Defects in AOS thin films can exist at several energy levels and may have more defects than previously reported^8,9. However, the measurable range of the defect density and activation energy is limited due to differences in electrical and optical reactivity according to materials¹⁰. In addition, there is no suitable methodology that can directly analyze the interfacial state defects between each structural layer, which is determined to exist in the device. For example, with the charge pump method can measure the defect density and activation energy through modeling by applying a gate voltage as a pulse to device. However, since the band bending as a function of gate voltage varies depending on the device structure and channel properties, the measurement resolution also varies. Deep level transient spectroscopy (DLTS) can also quantitatively measure defects by analyzing the change in capacitance during charge/discharge as a function of temperature^11,12. In this method, direct comparison with device characteristics of the TFT structure is difficult because the electrode must be made a vertical Schottky contact to measure the accurate capacitance. In our last study, we were able to quantitatively measure defects only a few hundred meV away from the conduction band minimum¹³. Therefore, there is a need for a method that can quantitatively measure defects distributed at various levels in the bandgap.

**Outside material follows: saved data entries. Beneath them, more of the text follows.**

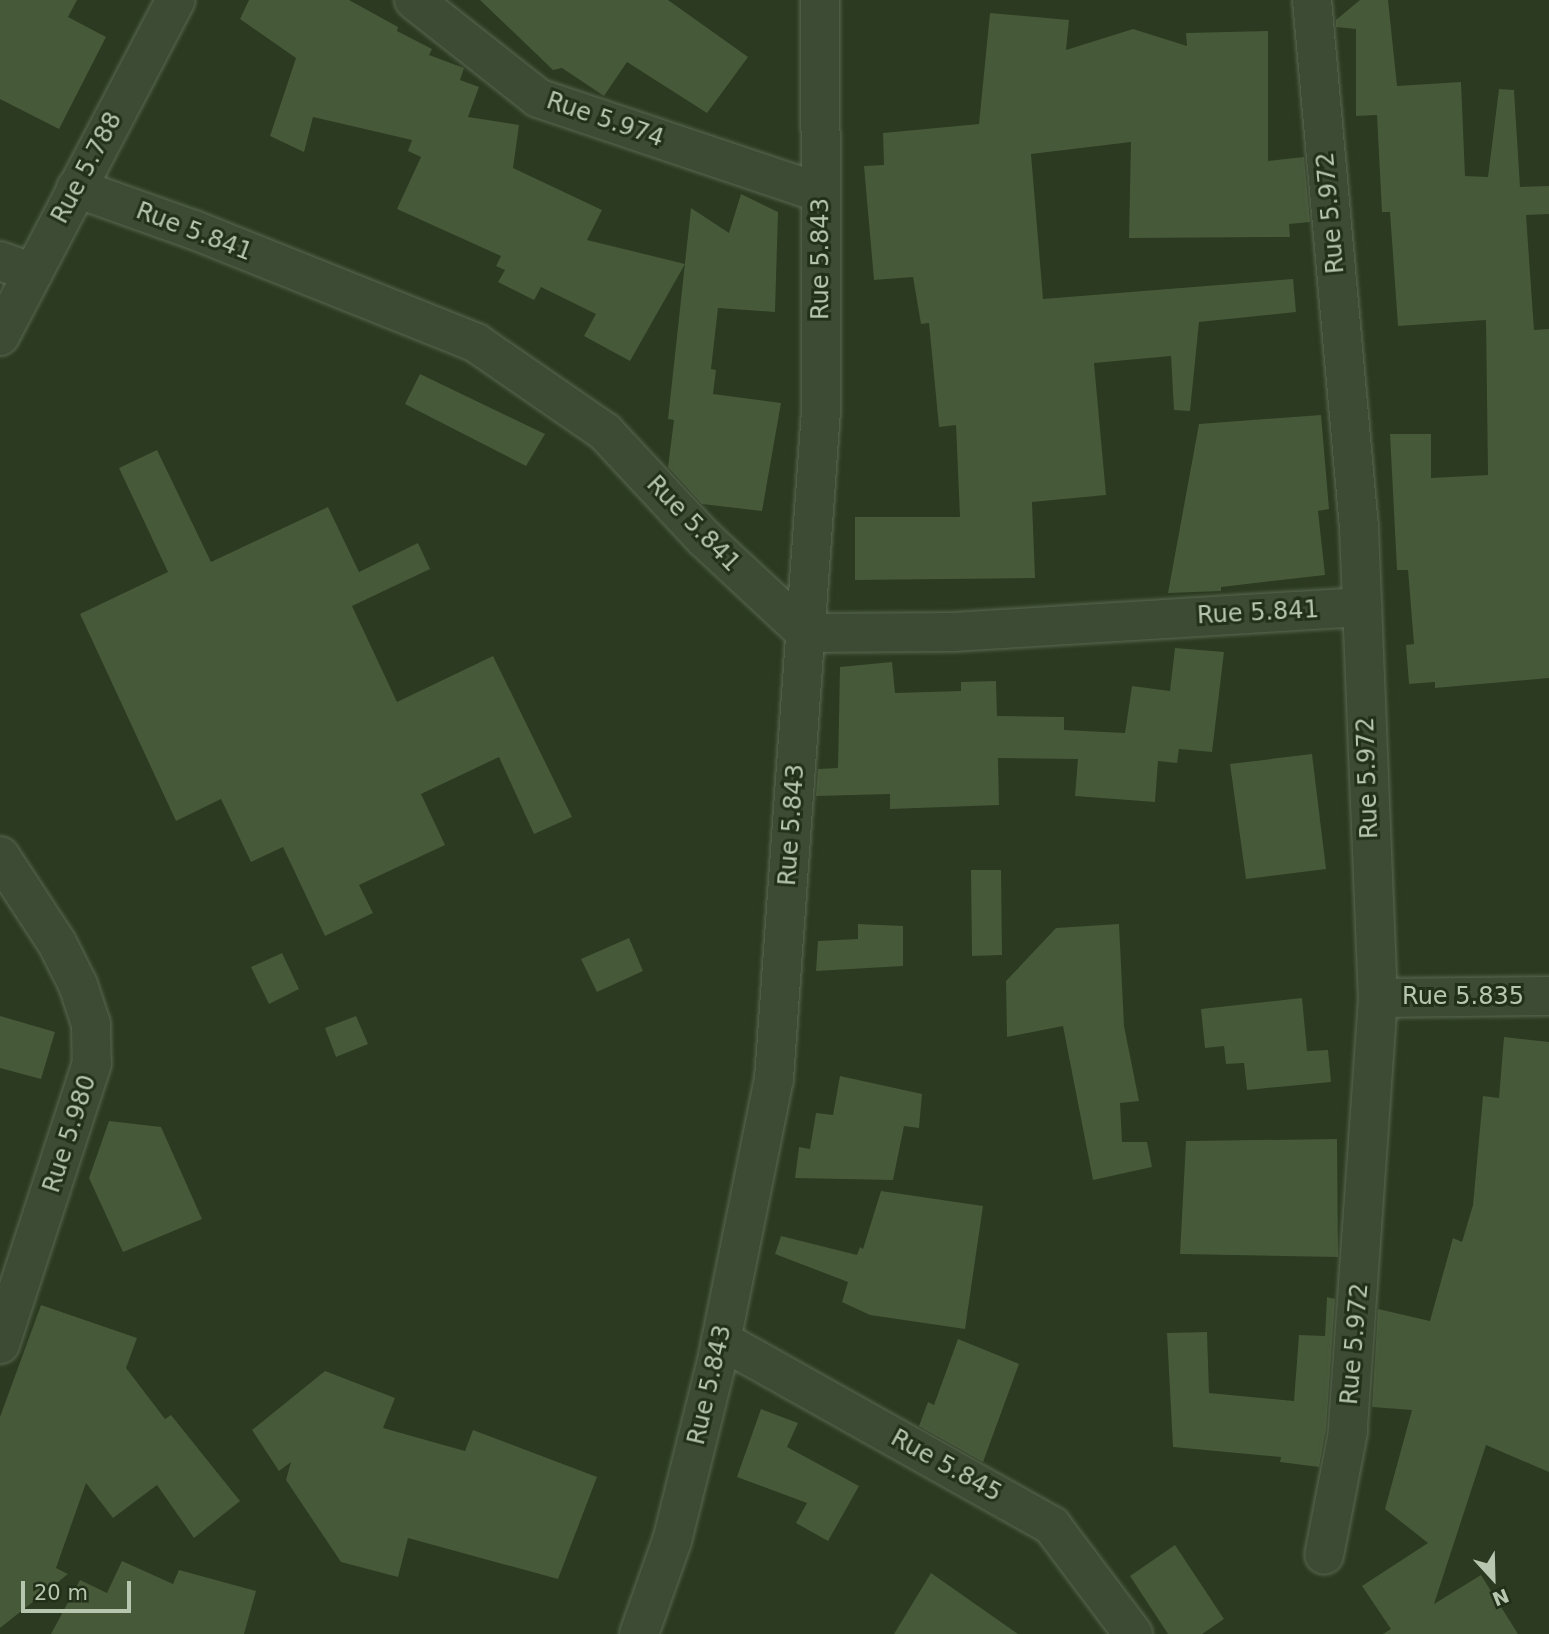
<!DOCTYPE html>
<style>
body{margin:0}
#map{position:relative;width:1549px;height:1634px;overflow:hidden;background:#2b3a20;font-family:"DejaVu Sans",sans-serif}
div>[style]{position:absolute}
.building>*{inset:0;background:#465939}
.roads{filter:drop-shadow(0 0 2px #5a6852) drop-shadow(0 0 2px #5a6852)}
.minor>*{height:38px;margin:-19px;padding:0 19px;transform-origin:19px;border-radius:19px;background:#3d4b34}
span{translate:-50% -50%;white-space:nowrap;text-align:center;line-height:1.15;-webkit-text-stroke:6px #222f19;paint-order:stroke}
.street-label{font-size:24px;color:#b7c7af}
.north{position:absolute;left:1458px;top:1543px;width:70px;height:70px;-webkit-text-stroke:5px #222f19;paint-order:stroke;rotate:158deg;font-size:19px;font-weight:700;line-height:28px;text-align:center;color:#b7c7af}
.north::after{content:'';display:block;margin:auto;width:24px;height:32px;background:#b7c7af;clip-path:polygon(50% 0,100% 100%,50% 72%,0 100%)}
.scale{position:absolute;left:21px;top:1581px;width:110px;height:32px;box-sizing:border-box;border:4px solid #b7c7af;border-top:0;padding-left:9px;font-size:21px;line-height:24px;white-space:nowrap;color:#b7c7af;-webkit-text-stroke:5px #222f19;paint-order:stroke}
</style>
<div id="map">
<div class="building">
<div style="clip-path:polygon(0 0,77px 0,68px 17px,106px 37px,59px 129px,0 99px)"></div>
<div style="clip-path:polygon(249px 0,349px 0,398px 27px,397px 31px,432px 49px,429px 55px,464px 68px,460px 80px,479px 87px,468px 117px,519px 125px,513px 168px,602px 210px,587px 240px,685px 264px,630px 361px,584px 336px,596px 314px,541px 287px,534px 300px,498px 282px,505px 270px,496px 266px,501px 256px,397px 209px,421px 157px,408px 151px,412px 140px,313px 117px,304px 152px,270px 136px,296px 58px,240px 19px)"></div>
<div style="clip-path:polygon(480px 0,668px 0,748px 57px,707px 113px,627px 62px,604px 96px,562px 68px,553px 70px)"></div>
<div style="clip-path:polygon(1360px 0,1388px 0,1397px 86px,1461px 82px,1465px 176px,1488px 177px,1499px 89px,1514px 90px,1520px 187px,1549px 186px,1549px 214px,1526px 215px,1534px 330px,1549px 329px,1549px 678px,1435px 688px,1435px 682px,1409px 684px,1406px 645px,1414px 644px,1408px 570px,1397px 570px,1390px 434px,1431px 434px,1431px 478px,1488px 475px,1486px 320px,1398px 326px,1390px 212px,1382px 212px,1377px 115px,1356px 116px,1356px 29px,1336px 27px,1336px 20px)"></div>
<div style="clip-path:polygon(990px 13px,1069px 20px,1066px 50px,1133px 29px,1187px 46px,1186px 33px,1268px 31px,1268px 161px,1304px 157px,1310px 222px,1289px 224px,1290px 237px,1129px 238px,1131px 142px,1031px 154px,1043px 299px,1293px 279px,1296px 312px,1199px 322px,1190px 411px,1174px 410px,1171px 356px,1094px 363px,1106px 495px,1032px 502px,1035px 578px,855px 580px,855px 517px,960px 517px,956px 425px,939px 427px,929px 323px,921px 324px,913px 277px,874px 280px,864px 166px,884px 165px,883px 133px,979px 124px)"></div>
<div style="clip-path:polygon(741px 194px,778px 212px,775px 312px,718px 308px,711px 369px,716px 370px,713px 394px,781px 403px,762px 511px,702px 504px,668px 467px,674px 420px,668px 419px,691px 208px,729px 233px)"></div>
<div style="clip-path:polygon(420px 374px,545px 434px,526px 466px,405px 404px)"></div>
<div style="clip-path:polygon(1321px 415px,1329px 509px,1318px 511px,1325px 575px,1221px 587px,1221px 591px,1168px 593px,1199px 424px)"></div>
<div style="clip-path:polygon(157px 450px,211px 562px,328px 507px,359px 572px,418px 543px,430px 569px,352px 606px,397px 702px,493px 656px,572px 817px,534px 834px,499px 757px,421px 794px,445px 845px,359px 885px,373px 913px,325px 936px,283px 847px,251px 862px,221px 799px,176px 821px,80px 614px,168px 572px,119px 468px)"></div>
<div style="clip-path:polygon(1175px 648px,1224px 652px,1212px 752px,1179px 749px,1177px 763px,1158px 761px,1155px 802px,1075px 796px,1078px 759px,998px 758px,999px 805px,890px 809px,890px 794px,816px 796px,818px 769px,838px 768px,840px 667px,892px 662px,895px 693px,961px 691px,961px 682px,996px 681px,997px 716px,1064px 717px,1064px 730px,1125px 733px,1132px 686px,1170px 691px)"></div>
<div style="clip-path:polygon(1312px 754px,1326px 869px,1246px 879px,1230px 764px)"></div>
<div style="clip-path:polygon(971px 870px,1001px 870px,1002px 955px,972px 956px)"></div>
<div style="clip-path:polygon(858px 924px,903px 926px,903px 966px,816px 971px,818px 941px,858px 939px)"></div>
<div style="clip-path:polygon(1119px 924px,1124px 1026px,1139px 1101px,1120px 1103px,1122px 1142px,1147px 1142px,1152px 1167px,1093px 1180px,1063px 1026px,1007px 1037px,1006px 981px,1056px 928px)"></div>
<div style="clip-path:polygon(629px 938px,643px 971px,597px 992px,581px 959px)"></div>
<div style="clip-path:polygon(282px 953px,299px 989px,269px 1004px,251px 967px)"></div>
<div style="clip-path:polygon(1302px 998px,1307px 1051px,1328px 1050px,1331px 1082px,1247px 1090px,1244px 1063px,1226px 1064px,1224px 1046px,1205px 1048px,1201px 1009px)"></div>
<div style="clip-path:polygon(0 1016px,55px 1032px,41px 1079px,0 1068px)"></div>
<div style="clip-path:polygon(356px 1016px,368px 1044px,336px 1057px,325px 1028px)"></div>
<div style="clip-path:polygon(1504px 1037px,1549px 1042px,1549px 1472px,1486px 1445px,1434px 1604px,1481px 1575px,1518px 1634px,1383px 1634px,1391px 1629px,1362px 1586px,1428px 1543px,1385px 1509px,1412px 1410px,1372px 1407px,1378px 1309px,1430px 1321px,1453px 1238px,1462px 1242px,1473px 1205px,1483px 1096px,1499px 1098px)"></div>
<div style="clip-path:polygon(840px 1076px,922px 1094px,919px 1128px,904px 1126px,893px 1180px,795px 1178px,799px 1147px,810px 1149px,816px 1113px,833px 1115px)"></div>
<div style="clip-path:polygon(109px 1121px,161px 1127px,202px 1219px,123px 1252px,89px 1178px)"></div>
<div style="clip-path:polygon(1337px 1139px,1338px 1257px,1180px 1254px,1186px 1141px)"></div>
<div style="clip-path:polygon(881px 1191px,983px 1206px,965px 1329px,870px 1315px,842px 1302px,848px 1282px,775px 1254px,781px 1236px,857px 1255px,860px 1247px,863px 1249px)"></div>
<div style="clip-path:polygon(1327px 1297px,1335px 1299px,1326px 1429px,1319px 1467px,1280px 1462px,1281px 1457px,1173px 1447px,1167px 1333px,1207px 1332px,1209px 1393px,1294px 1401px,1299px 1335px,1325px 1336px)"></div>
<div style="clip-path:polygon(41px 1305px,137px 1338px,126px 1368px,165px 1419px,171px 1415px,240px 1501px,194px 1538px,157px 1485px,113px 1518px,86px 1483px,56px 1568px,68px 1574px,0 1628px,0 1417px)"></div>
<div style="clip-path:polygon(958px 1339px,1019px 1364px,983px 1462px,919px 1426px,928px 1402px,934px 1405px)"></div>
<div style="clip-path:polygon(325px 1371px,395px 1398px,383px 1428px,465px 1451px,473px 1430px,597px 1477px,558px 1579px,408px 1538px,398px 1577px,341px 1562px,286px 1480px,291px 1462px,279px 1471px,252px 1430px)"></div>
<div style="clip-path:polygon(761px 1409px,798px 1423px,787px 1447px,859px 1486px,828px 1541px,796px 1523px,807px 1503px,737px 1477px)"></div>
<div style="clip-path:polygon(1175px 1545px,1224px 1619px,1202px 1634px,1168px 1634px,1130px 1576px)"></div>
<div style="clip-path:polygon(122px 1561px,173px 1584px,179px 1570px,256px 1591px,244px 1634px,51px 1634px,80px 1580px,107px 1593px)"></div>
<div style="clip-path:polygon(931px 1573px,1018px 1634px,894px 1634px)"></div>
</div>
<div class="roads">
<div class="minor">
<div style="left:414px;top:0;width:158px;rotate:38.3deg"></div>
<div style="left:538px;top:98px;width:298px;rotate:18.6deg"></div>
<div style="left:1312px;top:0;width:530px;rotate:84.91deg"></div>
<div style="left:1359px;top:528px;width:470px;rotate:87.7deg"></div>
<div style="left:1378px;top:998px;width:435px;rotate:94deg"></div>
<div style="left:1348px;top:1432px;width:125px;rotate:101deg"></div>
<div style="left:76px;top:188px;width:125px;rotate:19.6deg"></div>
<div style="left:194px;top:230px;width:304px;rotate:21.8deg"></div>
<div style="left:476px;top:343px;width:157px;rotate:34.6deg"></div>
<div style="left:605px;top:432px;width:145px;rotate:47deg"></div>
<div style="left:704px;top:538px;width:139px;rotate:43deg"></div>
<div style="left:806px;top:633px;width:147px;rotate:-0.4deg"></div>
<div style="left:953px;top:632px;width:410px;rotate:-3.5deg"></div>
<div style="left:0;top:261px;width:35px;rotate:20deg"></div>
<div style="left:0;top:336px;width:379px;rotate:-62.4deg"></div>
<div style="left:0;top:856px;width:104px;rotate:56.8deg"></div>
<div style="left:57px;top:943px;width:47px;rotate:63.4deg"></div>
<div style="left:78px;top:985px;width:41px;rotate:71.6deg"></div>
<div style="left:91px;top:1024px;width:39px;rotate:89deg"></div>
<div style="left:92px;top:1063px;width:296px;rotate:108.1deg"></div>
<div style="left:1378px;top:998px;width:171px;rotate:-0.7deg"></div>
<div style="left:721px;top:1340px;width:380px;rotate:29.3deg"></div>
<div style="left:1052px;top:1526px;width:135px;rotate:53.1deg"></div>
<div style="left:639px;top:1634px;width:99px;rotate:-70.5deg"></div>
<div style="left:672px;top:1541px;width:191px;rotate:-76deg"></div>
<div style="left:718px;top:1356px;width:283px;rotate:-78.6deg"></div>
<div style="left:774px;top:1079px;width:670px;rotate:-85.98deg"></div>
<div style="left:821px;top:411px;width:411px;rotate:-90.1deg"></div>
</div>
</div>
<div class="street-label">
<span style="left:605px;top:120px;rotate:19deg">Rue 5.974</span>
<span style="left:87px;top:168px;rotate:-62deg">Rue 5.788</span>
<span style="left:1331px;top:213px;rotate:-95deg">Rue 5.972</span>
<span style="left:194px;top:232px;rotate:21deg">Rue 5.841</span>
<span style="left:821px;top:259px;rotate:-90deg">Rue 5.843</span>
<span style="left:693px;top:524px;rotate:46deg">Rue 5.841</span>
<span style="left:1258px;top:613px;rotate:-3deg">Rue 5.841</span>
<span style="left:1368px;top:778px;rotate:-92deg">Rue 5.972</span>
<span style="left:792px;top:825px;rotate:-86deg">Rue 5.843</span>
<span style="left:1463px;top:997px">Rue 5.835</span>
<span style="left:70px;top:1134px;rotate:-72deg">Rue 5.980</span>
<span style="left:1355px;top:1344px;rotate:-85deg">Rue 5.972</span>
<span style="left:710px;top:1385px;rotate:-77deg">Rue 5.843</span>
<span style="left:946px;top:1466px;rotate:29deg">Rue 5.845</span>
</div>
<div class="north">N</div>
<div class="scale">20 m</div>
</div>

In this paper, the Fermi level of a-IGZO TFTs is adjusted by applying a negative gate bias to extend the range of quantitatively analyzed using photo-induced current transient spectroscopy (PICTS). An improved machine learning technique with high resolution, fast analysis, and reliability was used for the analysis of the large amounts of data obtained by measurement. In addition, the physical origin of defect states was investigated through density functional theory calculations. The characteristics of the device were analyzed through the measured defect, and the role of the defect was investigated.

Experiment

In the fabrication of the bottom gate structure of a-IGZO TFTs, a heavily doped p-type Si wafer and 100-nm-thick SiO₂ layer served as the respective gate electrode and gate insulator. A 20 nm-thick a-IGZO active layer was deposited by radio frequency (RF) magnetron sputtering from an IGZO (In:Ga:Zn = 1:1:1 at. %) target at room temperature (300 K). An important parameter during deposition is the oxygen partial pressure (\({\mathrm{P}}_{{\mathrm{O}}_{2}}\)). This indicates the flow rate of oxygen relative to the total flow rate of all gasses present. We fabricated three TFTs with different oxygen partial pressures to investigate how this would affect the characteristics of the resulting devices. During, the deposition of the a-IGZO layer, the \({\mathrm{P}}_{{\mathrm{O}}_{2}}\) was set to 0, 10, or 60% in the sputtering process. Then, 100 nm-thick ITO was patterned with a metal shadow mask as the source/drain (width/length = 800/200 um) by DC magnetron sputtering. Finally, the a-IGZO TFTs were annealed at 350 ℃ for 1 h in an ambient air atmosphere using a furnace system.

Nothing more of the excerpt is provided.